The ANC and the churches

ANTHONY BUTLER: The ANC has the edge in changing spiritual landscape

African independent churches, evangelical bodies and ‘prosperity churches’ are now centre of faith

First published in Business Day and BusinessLive

05 APRIL 2024

The Easter weekend offered a useful reminder that SA society is changing in ways that might leave some of our political parties behind. 

This remains a predominantly Christian society. The 2022 census suggested that a full 85% of South Africans consider themselves Christian, with fewer than one in 10 describing their beliefs as “traditional African”. No other religion reaches even 2%. 

Of course, Christianity played a major role in both white Afrikaner politics and the formation and evolution of the ANC. The Dutch Reformed Church was famously described as the National Party at prayer.

The ANC’s founders were primarily converts to the optimistic Protestant faiths taught in mission schools. Anglicanism and Methodism encouraged temperance, and the celebration of commerce and good works, as an avenue for civilisation.

Local variants of liberation theology that emerged in the late 1960s helped shape the black consciousness ideology that mobilised the youth in the 1970s — including our president, Cyril Ramaphosa. In the 1980s and early 1990s many churches played a central role in the United Democratic Front — though of course many did not. 

After 1994, under the leadership of the secret Methodist Nelson Mandela and his successor, Thabo Mbeki, the ANC tried to remake SA as a modern and secular country. However, such leaders and their churches were becoming increasingly unrepresentative of Christianity in the wider society.

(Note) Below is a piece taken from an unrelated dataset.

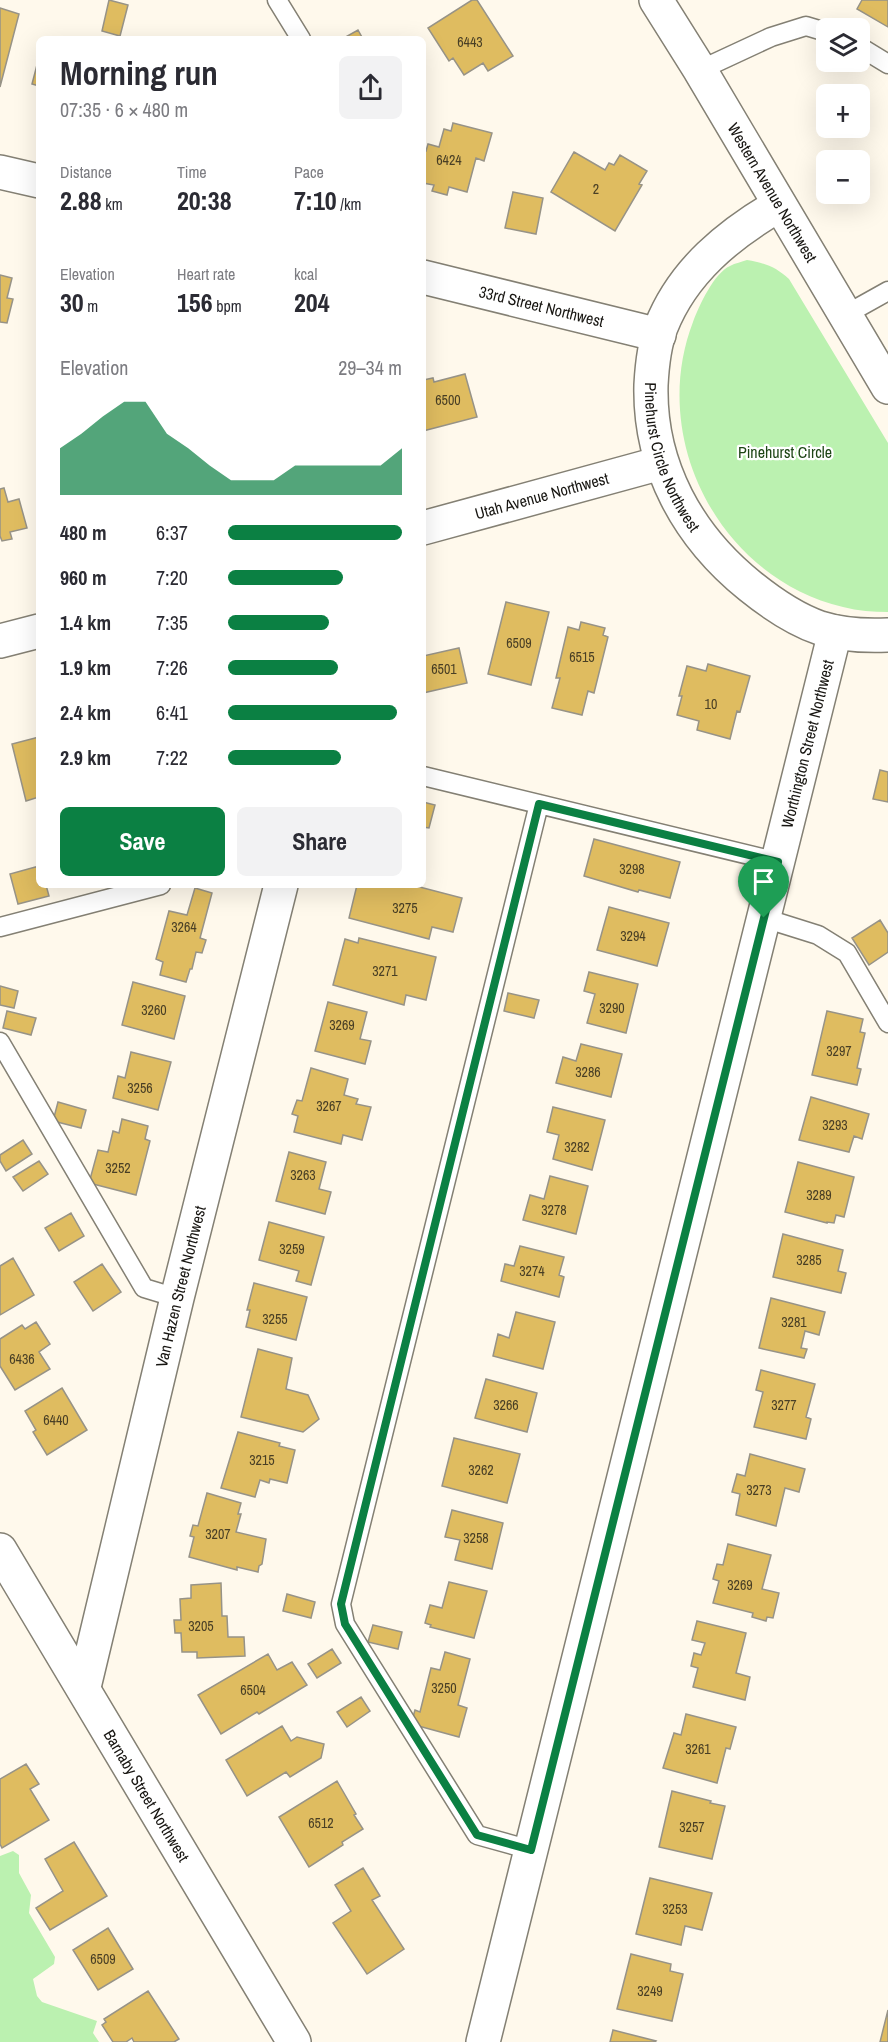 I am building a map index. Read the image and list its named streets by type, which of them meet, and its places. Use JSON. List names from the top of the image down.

Today about 5% of Christians are Methodists, and a similar number are Anglicans or Reformed Church members. They are dwarfed by enormous African independent churches and fast-growing Pentecostal and evangelical bodies. 

For independent churches, political affairs are a distraction from the demands of spiritual health. Change comes about not by means of good works but with the return of the Kingdom of God, after the existing social order has been destroyed by Armageddon. 

Many fast-expanding churches are “prosperity churches”, which assert that God grants material prosperity to believers who have enough faith. They foster an entrepreneurial attitude, generous tithing and life improvement strategies.

In now predominant churches, economic problems are blamed on the work of the devil rather than on government incompetence. Unemployment and stagnation are attributed to the collective sin of the nation rather than to ANC policy failure or corruption. 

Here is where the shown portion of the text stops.